There are several assays available to measure or detect HER2 in tissue specimens: immunohistochemistry (IHC) assays measure overexpressed protein coded for by the HER2 gene, and in-situ hybridization techniques that rely on fluorescence (FISH), chromogenic (CISH), or silver-enhanced (SISH) assays, measure gene amplification (Table 2). Additionally, these and other methods (e.g., mRNA assays) can detect or measure HER2 in circulating tumor cells (Meng, Tripathy, Shete, et al., 2004; Apostolaki, Perraki, Pallis, et al., 2007). There is also a serum-based enzyme-linked immunosorbent assay (ELISA; Immuno 1®/ADVIA Centaur®, Bayer) that measures circulating levels of extracellular domain of HER2 (Carlson, Moench, Hammond, et al., 2006; Harris, Fritsche, Mennel, et al., 2007); however, the tissue-based assays are most commonly used to establish a patient's tumor HER2 status.

Table 2

HER2 assays used in tissue specimens and serum: clinical trials, clinical practice, and under development (adapted with permission from the American Society of Clinical Oncology; Wolff, Hammond, Schwartz, et al., 2007a and including information from Carlson, (more...)

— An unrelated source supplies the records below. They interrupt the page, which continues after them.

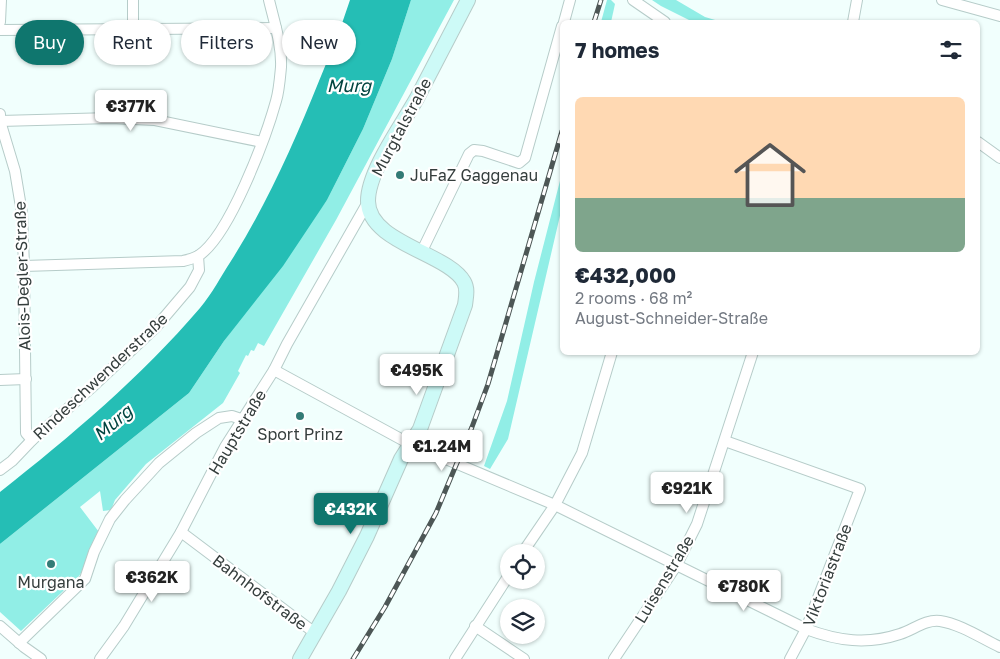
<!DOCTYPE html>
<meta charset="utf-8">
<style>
:root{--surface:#fff;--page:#f2f2f3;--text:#1f2937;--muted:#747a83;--accent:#0f766e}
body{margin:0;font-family:"Golos Text",sans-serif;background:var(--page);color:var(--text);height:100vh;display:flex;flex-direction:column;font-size:19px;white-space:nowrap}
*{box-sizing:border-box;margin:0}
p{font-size:16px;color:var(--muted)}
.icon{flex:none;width:28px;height:28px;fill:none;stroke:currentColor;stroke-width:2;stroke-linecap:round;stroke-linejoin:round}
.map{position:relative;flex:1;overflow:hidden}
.panel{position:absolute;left:560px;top:20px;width:420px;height:335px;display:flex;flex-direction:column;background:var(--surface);border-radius:8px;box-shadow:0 1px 4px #0004}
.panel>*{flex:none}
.top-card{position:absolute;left:15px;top:20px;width:470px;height:45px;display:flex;gap:10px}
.fabs{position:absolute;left:500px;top:544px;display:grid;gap:10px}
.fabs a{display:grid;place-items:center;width:45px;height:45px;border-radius:50%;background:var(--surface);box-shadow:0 1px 4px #0004;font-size:25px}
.price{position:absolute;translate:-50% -42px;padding:0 11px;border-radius:5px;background:#fff;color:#222;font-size:16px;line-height:32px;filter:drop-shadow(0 1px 2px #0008)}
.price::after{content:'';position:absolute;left:50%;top:30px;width:15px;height:11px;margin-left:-8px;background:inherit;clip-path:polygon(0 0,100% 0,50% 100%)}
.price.current{background:var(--accent);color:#fff}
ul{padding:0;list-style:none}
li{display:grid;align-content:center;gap:10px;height:265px;padding:0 15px}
li span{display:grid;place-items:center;height:155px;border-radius:8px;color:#555}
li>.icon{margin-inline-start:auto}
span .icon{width:90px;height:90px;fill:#fffc;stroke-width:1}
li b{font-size:21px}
h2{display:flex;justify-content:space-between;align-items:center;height:60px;padding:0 15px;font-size:21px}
.pill{padding:0 18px;border-radius:22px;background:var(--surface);box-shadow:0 1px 4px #0004;font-size:18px;line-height:45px}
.pill.current{background:var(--accent);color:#fff}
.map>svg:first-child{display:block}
.green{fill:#91eee6}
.water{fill:#25beb5}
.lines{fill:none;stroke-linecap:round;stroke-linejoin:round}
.street-casing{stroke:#b6ccc9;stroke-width:12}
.secondary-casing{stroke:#b6ccc9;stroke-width:16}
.street{stroke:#fff;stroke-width:10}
.secondary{stroke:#cdfaf7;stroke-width:14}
.rail-casing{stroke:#4d5756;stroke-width:5}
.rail{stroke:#fff;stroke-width:3;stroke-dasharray:9;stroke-linecap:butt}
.poi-dot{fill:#347b76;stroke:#fff;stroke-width:2}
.labels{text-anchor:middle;stroke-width:4.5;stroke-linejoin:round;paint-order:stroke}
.street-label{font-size:16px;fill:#353e3d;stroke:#fff}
.poi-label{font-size:16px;fill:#353e3d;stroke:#fff}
.water-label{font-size:18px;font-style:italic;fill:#00433f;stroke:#fff}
</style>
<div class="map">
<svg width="1000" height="659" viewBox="0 0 1000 659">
<rect width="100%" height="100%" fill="#f1fffd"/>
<!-- green -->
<g class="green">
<polygon points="411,0 454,0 336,220 264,346 258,343 254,351 251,350 248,356 246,355 238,371 240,373 223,403 146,464 115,500 111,510 103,511 100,491 80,507 99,532 83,570 79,576 21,631 0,612 0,544 189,393 224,341 327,200 363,129 392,59"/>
<polygon points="607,0 611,0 615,4 611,22 601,22"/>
<polygon points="652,0 676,0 705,17 722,22 693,22 661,6"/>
<polygon points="562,173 562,207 508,439 490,469 484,466 507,401 534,282"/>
</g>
<!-- water -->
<path class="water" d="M350 0H411L392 59 363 129 327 200 283 266 224 341 189 393 0 544V492C71 436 141 377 200 308 212 294 221 276 231 261 267 204 294 143 319 81 330 54 341 28 350 0Z"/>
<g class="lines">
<defs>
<g id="street">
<polyline points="633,0 665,22"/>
<polyline points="942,0 1000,16"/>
<polyline points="0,22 1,0"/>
<polyline points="564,22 570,0"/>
<polyline points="853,22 857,0"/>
<polyline points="133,29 133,0"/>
<polyline points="0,30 276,28"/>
<polyline points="0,114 0,121 15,171 22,213 24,266 26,433 32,440"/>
<polyline points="0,121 111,118 155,120 262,142"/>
<polyline points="978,142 1000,158"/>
<polyline points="421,253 469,154 474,150 483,151 519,163 525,158 562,26"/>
<path d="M24 266 183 261C188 260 194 258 198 256 229 237 266 137 276 101 279 91 280 78 281 67 282 45 274 21 269 0"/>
<path d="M274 370 410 444 555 505 806 629C838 641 867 645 900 634 913 630 926 619 940 621 960 624 981 638 1000 647"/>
<polyline points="0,380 26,379"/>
<polyline points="725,441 860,489 806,629 790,659"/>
<polyline points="0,470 12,461 32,440 91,388 156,327 190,287 199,270 198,256"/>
<polyline points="181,532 315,633"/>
<polyline points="523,552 555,505 582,453 612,352"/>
<polyline points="0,626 24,647 41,659"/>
<polyline points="475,626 524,659"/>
<polyline points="19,643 85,579 94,552 110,519 125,500 159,463 196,433 219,418 232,416 244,420"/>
<polyline points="100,659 124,626 181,532 225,447 274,370 287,344 368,202"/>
<polyline points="455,659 509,575"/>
<polyline points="614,659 676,566 697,524 753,352"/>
</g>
<path id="secondary" d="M300 659 339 591 367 536 401 459 420 429 465 305C466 297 468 289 464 282 448 253 368 243 368 201 368 171 402 125 417 98 434 66 451 33 468 0"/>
</defs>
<!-- street casing -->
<use href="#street" class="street-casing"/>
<!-- secondary casing -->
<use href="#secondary" class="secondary-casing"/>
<!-- street -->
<use href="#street" class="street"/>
<!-- secondary -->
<use href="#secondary" class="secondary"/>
<defs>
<g id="rail">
<polyline points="594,22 601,0"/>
<polyline points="353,659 385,607 436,513 472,427 488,384 562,131"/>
</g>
</defs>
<!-- rail casing -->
<use href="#rail" class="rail-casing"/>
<!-- rail -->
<use href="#rail" class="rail"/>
</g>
<!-- markers -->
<g class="poi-dot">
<circle cx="400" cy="175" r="5"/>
<circle cx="300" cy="416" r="5"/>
<circle cx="51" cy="564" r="5"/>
</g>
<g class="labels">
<!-- street labels -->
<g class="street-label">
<text transform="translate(401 127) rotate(-62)" y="6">Murgtalstraße</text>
<text transform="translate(22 276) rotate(-92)" y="6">Alois-Degler-Straße</text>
<text transform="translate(100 376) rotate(-43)" y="6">Rindeschwenderstraße</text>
<text transform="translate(237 432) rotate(-59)" y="6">Hauptstraße</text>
<text transform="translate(827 575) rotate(-69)" y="6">Viktoriastraße</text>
<text transform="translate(664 579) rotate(-59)" y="6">Luisenstraße</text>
<text transform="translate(260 592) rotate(37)" y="6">Bahnhofstraße</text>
</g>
<!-- poi labels -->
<g class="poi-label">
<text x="410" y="181" text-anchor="start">JuFaZ Gaggenau</text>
<text x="300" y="440">Sport Prinz</text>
<text x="51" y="588">Murgana</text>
</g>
<!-- water labels -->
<g class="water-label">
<text x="349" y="92">Murg</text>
<text transform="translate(113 423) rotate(-40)" y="6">Murg</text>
</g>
</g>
</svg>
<div class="fabs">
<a><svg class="icon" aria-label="locate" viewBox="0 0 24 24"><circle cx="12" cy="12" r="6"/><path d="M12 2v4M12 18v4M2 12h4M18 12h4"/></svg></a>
<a><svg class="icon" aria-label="layers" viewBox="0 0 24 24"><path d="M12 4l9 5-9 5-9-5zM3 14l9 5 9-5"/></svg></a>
</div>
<b class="price" style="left:131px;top:132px">€377K</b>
<b class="price" style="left:417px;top:396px">€495K</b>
<b class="price" style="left:442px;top:472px">€1.24M</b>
<b class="price" style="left:687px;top:514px">€921K</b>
<b class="price current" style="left:351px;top:535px">€432K</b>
<b class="price" style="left:152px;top:603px">€362K</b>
<b class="price" style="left:744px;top:612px">€780K</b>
<div class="top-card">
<a class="pill current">Buy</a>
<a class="pill">Rent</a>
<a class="pill">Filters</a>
<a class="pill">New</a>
</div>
<section class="panel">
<h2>7 homes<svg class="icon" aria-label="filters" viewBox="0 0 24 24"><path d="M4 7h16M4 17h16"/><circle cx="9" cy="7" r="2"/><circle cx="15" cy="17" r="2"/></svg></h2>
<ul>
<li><span style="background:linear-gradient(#ffd9b3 65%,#7fa58c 0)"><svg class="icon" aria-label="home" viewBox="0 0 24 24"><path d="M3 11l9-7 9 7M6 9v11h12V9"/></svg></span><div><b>€432,000</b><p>2 rooms · 68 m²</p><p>August-Schneider-Straße</p></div></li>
</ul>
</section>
</div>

Key Questions for this Systematic Review

This systematic review will address five key questions regarding HER2 testing to manage patients with breast cancer or other solid tumors:

1.

What is the evidence on concordance and discrepancy rates for methods (e.g., FISH, IHC, etc.) used to analyze HER2 status in breast tumor tissue?

2.

For patients who are not unequivocally HER2 positive, what is the evidence on outcomes of treatment targeting the HER2 molecule (trastuzumab, etc.), or on differences in outcomes of a common chemotherapy or hormonal therapy regimen with versus without additional treatment targeting the HER2 molecule, in:

a)

Breast cancer patients characterized by discrepant HER2 results from different tissue assay methods performed adequately; and

b)

For those with HER2-negative breast cancer?

3.

For breast cancer patients, what is the evidence on clinical benefits and harms of using HER2 assay results to guide selection of:

a)

Chemotherapy regimen; or

b)

Hormonal therapy?

4.

What is the evidence that monitoring serum or plasma concentrations of HER2 extracellular domain in patients with HER2-positive breast cancer predicts response to therapy, or detects tumor progression or recurrence, and if so, what is the evidence that decisions based on serum or plasma HER2 assay results improve patient management and outcomes?

5.

In patients with ovarian, lung, prostate, or head and neck cancers, what is the evidence that:

a)

Testing tumor tissue for HER2; or

b)

Monitoring serum or plasma concentrations of HER2;

either predicts response to therapy, or detects tumor progression or recurrence; and if so, what is the evidence that decisions based on HER2 assay results improve patient management and outcomes?

The first Key Question will be dealt with via a narrative review of the recent ASCO/CAP guidelines and evidence published subsequently.